Re-frame "Safe Additional Authenticated Data (AAD)"

[TWal]

The section about Safe Additional Authenticated Data (AAD) discuss about the authenticated_data field of PrivateContentAAD.

It seems to me that this field is defined to be identical to authenticated_data in FramedContent. Shouldn't we frame this section about FramedContent then?

[rohanmahy]

There are 3 places where authenticated_data appears. I think this needs to apply to all of them.

• PrivateContentAAD
• PrivateMessage
• FramedContent

I'll write something up to fix that.

[rohanmahy]

I think this can get closed with the merge of #50

[TWal]

Indeed the text is less confusing now, thanks!

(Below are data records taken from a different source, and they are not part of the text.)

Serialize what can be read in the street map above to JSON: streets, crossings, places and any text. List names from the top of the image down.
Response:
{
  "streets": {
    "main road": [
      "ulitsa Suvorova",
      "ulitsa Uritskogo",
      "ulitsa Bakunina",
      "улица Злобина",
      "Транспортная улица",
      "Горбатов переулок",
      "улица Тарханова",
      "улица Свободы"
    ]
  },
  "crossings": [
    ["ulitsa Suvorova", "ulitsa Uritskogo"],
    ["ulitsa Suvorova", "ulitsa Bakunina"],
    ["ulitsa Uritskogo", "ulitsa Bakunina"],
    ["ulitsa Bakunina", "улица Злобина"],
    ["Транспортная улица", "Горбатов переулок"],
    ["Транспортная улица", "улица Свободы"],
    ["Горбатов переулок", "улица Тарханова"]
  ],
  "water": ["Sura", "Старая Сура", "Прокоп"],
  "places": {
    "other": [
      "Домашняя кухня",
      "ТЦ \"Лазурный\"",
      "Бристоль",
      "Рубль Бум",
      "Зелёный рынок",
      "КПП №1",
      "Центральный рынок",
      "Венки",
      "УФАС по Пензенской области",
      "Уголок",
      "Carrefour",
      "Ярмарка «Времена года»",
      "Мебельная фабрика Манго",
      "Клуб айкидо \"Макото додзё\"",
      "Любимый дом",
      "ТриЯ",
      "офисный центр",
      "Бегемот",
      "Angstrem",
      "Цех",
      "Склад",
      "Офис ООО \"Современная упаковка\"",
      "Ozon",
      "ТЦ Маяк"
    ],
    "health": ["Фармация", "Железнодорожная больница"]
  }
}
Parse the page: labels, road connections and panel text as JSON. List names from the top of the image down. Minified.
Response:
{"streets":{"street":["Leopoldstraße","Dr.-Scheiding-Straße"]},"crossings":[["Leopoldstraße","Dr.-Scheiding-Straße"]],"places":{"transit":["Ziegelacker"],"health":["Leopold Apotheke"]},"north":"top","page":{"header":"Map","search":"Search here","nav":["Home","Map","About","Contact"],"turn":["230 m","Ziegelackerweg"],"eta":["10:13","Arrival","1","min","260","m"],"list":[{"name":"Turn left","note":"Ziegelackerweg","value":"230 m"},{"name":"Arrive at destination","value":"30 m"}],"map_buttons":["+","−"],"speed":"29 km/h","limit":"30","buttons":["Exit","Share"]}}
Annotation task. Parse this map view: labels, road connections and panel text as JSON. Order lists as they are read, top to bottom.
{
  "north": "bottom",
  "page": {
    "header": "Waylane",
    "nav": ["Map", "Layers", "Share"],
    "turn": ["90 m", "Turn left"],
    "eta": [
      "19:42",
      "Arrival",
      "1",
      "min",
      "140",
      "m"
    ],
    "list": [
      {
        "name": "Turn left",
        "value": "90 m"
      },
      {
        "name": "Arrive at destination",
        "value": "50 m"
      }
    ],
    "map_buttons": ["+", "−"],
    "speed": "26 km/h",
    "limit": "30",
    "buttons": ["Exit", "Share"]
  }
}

Still, I am wondering: it seems to be that MLS clients deal primarily with FramedContent, and MLS implementations translate them to PublicMessage or PrivateMessage, which are more like internal structures? If this is true, I would have framed it as "An MLS FramedContent can contain [...]" instead of "An MLS PrivateMessage can contain [...]", but this is mostly nit-picking so I guess we can close.

[rohanmahy]

Ultimately, there is no way to include application-specific AAD in a PublicMessage because there is no place to put it. Hence I mentioned PrivateMessage. Of course a SemiPrivate message will have the same properties.

[TWal]

I don't understand, PublicMessage contains FramedContent content; which itself contains opaque authenticated_data<V>;?

[rohanmahy]

Sorry, I guess I just think of it as the first A in AAD. All the data in a PublicMessage is authenticated data. It doesn't have any different properties in the authenticated_data field than it would elsewhere in the message (in application_data for example).
By "no place to put it" I just meant that there is no AEAD algorithm we are putting the A AD into.

I suppose it is perfectly OK to still call this AAD, it's just a different definition. Do you think having application-defined content in authenticated_data is useful in a PublicMessage?